Elaine Wilson wrote about the modules in her American Forces Press Service article, "DOD Supports Military Children in Public Schools."
"The modules were developed so they could be used on a widespread basis," Kathy Facon, the activity's chief of educational partnership, told Elaine in a recent interview. "Much of the information can be applied to any teachers, not just those in special education."
The 16 modules cover a broad range of topics including mediation and conflict resolution, and classroom behavior management strategies. Teachers can self-pace through the modules, or a facilitator can use the guide to present to several teachers.
As a civilian, I am awed at how much our military does to help the community. These modules are just another example of something developed to help military children in military schools that can be used by anyone – maybe even Mike's teachers.
The activity is doing a lot for military kids who attend public schools. For example, some of the $96 million in grants to school districts is going to be used for additional counseling support and virtual-learning opportunities, Elaine wrote.
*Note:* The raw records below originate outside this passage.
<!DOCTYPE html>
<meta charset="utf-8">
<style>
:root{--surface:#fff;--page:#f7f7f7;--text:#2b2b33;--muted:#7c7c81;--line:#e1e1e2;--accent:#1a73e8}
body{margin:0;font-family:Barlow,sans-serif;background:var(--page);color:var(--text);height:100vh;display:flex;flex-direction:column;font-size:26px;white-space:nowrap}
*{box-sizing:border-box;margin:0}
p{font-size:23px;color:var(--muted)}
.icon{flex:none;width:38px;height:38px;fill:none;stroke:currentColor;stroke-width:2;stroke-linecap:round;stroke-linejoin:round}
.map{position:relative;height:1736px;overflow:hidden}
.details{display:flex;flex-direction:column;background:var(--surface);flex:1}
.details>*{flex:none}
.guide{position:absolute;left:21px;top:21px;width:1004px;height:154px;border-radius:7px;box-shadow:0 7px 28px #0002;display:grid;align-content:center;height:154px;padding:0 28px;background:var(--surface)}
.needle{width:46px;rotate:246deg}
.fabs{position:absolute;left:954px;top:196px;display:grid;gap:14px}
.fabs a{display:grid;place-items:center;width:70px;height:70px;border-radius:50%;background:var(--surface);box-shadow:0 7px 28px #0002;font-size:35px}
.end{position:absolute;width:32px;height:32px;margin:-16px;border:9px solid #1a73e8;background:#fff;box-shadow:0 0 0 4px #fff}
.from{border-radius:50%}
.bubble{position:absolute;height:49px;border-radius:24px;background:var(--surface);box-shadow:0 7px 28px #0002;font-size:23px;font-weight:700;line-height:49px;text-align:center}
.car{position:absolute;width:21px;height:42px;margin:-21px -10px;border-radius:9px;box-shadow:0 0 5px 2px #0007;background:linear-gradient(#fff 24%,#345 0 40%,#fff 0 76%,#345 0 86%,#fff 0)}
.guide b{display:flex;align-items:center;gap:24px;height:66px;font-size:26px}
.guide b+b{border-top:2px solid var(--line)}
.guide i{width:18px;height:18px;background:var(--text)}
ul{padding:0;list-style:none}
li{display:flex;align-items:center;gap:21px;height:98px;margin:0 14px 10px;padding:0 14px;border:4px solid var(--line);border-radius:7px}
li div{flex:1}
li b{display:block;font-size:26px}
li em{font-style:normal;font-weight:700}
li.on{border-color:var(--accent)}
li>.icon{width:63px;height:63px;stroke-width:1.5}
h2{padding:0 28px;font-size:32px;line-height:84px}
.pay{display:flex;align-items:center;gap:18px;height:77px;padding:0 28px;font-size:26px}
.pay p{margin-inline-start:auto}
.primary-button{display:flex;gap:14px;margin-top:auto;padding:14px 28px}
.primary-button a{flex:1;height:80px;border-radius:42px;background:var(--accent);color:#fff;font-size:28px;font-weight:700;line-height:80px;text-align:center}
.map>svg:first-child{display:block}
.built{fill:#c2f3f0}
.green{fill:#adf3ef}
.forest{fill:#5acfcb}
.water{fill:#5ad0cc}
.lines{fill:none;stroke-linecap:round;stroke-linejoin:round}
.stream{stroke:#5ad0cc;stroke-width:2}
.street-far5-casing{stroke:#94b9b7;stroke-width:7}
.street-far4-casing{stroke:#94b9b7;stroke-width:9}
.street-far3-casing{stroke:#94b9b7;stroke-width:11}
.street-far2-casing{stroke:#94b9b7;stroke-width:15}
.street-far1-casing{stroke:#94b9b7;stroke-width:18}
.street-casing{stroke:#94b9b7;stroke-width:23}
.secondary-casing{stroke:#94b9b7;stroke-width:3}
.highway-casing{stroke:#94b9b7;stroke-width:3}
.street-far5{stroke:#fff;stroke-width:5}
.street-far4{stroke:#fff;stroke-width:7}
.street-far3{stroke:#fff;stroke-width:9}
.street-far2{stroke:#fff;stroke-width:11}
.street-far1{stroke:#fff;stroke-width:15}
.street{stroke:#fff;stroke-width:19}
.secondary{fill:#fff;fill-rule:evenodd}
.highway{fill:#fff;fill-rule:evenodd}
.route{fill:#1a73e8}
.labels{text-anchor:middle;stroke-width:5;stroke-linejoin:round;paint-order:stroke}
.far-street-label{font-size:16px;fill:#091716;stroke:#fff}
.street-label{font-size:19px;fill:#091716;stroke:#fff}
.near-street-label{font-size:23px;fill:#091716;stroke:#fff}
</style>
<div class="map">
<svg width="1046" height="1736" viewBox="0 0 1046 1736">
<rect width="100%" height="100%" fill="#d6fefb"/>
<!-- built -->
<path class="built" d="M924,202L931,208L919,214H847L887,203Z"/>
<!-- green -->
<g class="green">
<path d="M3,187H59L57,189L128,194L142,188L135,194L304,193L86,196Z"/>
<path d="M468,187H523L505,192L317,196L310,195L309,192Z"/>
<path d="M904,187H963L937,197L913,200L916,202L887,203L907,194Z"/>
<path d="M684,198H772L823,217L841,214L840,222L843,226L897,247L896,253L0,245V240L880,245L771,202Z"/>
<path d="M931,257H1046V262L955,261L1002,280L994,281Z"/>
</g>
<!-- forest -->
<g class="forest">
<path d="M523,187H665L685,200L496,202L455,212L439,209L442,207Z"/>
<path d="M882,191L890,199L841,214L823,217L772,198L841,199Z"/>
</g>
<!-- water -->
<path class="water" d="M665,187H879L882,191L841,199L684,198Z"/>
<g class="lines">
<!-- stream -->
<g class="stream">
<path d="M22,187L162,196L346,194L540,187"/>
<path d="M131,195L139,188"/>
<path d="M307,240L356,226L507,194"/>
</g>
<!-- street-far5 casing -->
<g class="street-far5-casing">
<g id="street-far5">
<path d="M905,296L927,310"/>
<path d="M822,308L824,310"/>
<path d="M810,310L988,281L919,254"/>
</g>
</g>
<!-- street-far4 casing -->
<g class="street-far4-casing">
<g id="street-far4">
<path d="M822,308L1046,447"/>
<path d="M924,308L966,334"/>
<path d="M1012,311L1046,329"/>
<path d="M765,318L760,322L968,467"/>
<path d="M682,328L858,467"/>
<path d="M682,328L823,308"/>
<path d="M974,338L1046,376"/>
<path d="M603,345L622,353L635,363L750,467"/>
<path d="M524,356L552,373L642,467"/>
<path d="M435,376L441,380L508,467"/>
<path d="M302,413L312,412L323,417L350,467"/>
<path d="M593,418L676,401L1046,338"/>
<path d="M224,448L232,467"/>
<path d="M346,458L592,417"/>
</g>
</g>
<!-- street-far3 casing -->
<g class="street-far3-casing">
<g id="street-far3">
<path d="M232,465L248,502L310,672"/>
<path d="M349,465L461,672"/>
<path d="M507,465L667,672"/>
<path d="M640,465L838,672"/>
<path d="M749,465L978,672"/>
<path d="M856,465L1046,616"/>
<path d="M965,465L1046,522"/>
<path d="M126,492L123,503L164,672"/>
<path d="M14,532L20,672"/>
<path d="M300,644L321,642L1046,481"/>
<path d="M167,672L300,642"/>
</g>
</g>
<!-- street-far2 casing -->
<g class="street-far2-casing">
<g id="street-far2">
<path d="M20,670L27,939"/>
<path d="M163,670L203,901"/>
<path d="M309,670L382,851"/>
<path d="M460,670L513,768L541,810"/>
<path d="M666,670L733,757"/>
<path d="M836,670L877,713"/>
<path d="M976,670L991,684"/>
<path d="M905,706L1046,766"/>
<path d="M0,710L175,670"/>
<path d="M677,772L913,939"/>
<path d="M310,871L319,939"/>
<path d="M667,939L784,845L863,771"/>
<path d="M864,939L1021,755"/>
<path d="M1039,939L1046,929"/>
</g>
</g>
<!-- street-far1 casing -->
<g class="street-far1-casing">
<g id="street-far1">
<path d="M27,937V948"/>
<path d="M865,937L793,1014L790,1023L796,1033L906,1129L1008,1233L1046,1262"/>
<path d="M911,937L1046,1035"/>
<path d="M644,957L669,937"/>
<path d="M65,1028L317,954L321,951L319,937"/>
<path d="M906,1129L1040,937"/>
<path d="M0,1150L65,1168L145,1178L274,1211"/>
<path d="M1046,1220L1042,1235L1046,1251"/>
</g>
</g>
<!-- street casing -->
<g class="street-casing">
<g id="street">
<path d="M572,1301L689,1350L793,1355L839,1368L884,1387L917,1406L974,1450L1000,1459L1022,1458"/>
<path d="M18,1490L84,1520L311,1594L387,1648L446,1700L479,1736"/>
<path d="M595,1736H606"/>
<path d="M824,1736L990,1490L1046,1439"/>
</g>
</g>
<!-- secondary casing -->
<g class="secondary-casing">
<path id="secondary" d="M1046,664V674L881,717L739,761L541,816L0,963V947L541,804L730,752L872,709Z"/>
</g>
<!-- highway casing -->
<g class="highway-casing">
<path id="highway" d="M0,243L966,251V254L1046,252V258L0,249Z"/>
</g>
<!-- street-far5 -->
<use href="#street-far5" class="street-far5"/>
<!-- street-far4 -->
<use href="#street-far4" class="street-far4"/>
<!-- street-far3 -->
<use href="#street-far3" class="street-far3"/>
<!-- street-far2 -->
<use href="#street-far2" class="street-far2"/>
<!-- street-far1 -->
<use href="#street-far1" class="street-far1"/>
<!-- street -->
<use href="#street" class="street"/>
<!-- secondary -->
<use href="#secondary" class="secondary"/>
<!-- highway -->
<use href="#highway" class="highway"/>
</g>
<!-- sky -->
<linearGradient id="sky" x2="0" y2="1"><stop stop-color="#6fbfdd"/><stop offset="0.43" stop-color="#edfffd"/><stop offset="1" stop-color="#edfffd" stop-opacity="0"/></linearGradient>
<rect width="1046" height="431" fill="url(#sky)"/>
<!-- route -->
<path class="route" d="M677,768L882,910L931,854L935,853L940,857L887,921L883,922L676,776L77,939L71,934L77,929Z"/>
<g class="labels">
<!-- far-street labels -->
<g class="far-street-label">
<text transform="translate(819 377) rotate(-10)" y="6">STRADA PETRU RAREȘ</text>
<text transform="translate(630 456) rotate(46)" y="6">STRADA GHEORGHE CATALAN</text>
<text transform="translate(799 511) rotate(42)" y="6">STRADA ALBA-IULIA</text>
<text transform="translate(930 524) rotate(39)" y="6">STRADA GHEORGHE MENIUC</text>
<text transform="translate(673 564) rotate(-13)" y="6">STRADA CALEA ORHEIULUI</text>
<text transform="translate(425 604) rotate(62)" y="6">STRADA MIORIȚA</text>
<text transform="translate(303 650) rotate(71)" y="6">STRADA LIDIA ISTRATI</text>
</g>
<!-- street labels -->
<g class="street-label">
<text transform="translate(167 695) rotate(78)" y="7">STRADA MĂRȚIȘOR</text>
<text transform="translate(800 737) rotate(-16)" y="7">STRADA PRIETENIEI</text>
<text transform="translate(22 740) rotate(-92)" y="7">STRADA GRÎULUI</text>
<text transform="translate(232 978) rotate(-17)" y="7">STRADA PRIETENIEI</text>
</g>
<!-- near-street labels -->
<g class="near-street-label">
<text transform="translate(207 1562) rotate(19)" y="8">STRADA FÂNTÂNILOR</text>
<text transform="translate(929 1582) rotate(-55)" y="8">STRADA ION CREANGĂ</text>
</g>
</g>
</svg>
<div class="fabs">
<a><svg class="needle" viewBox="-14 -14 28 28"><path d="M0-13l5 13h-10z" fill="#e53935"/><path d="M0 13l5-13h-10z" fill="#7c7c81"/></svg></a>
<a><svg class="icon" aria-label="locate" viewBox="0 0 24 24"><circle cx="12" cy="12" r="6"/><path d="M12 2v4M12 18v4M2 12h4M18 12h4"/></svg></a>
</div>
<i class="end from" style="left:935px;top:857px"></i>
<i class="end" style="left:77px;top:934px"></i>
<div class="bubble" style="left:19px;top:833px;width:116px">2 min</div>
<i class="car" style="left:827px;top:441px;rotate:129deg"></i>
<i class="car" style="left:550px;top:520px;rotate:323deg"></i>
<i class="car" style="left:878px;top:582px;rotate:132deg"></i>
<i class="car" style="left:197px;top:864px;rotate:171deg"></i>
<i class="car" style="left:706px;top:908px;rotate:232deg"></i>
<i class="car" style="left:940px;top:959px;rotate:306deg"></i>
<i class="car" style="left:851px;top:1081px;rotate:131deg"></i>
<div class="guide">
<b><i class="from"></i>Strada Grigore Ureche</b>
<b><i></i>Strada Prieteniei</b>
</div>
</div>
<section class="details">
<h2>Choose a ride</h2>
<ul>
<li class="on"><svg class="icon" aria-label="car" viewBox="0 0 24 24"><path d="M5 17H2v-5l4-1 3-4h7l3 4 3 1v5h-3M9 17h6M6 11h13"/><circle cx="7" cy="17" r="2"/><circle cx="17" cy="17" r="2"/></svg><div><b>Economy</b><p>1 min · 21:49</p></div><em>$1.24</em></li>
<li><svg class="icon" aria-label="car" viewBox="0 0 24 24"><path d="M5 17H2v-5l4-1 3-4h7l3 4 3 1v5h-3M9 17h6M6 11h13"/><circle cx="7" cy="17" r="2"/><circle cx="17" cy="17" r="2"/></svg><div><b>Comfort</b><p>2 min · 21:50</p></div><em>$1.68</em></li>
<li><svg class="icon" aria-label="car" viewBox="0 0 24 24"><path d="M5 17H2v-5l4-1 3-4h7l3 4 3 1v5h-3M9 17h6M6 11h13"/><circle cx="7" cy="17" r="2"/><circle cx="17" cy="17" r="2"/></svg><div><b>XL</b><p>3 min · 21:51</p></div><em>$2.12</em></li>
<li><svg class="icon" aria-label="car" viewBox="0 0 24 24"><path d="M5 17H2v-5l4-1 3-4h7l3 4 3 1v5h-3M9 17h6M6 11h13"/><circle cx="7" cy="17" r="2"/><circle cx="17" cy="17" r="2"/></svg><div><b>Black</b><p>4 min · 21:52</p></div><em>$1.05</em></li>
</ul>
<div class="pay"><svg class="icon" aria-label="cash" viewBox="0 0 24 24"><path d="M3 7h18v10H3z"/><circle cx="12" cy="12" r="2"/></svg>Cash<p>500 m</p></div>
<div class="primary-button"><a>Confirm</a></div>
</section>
There is also an online resource, "Students at the Center" that is designed for both military families and the schools military children attend.
For military parents, the resource offers tips on navigating the public-education system and information on report cards, school performance and district achievement levels.
For school leaders, the resource has information on military families and how public-school leaders can facilitate a safe and stable environment for military students.
"We've brought information that was available in many different formats into one location," Facon told Elaine.
Online information developed by the activity for both military families and public school leaders is available on the "Military K-12 Partners" website.
The activity also wants to learn from the public-school system, Facon told Elaine.
"Many public schools have fabulous programs that we can replicate as we share our own programs," she said. “We want students to be performing to their best potential, and we want to make sure students from military families can do that anywhere."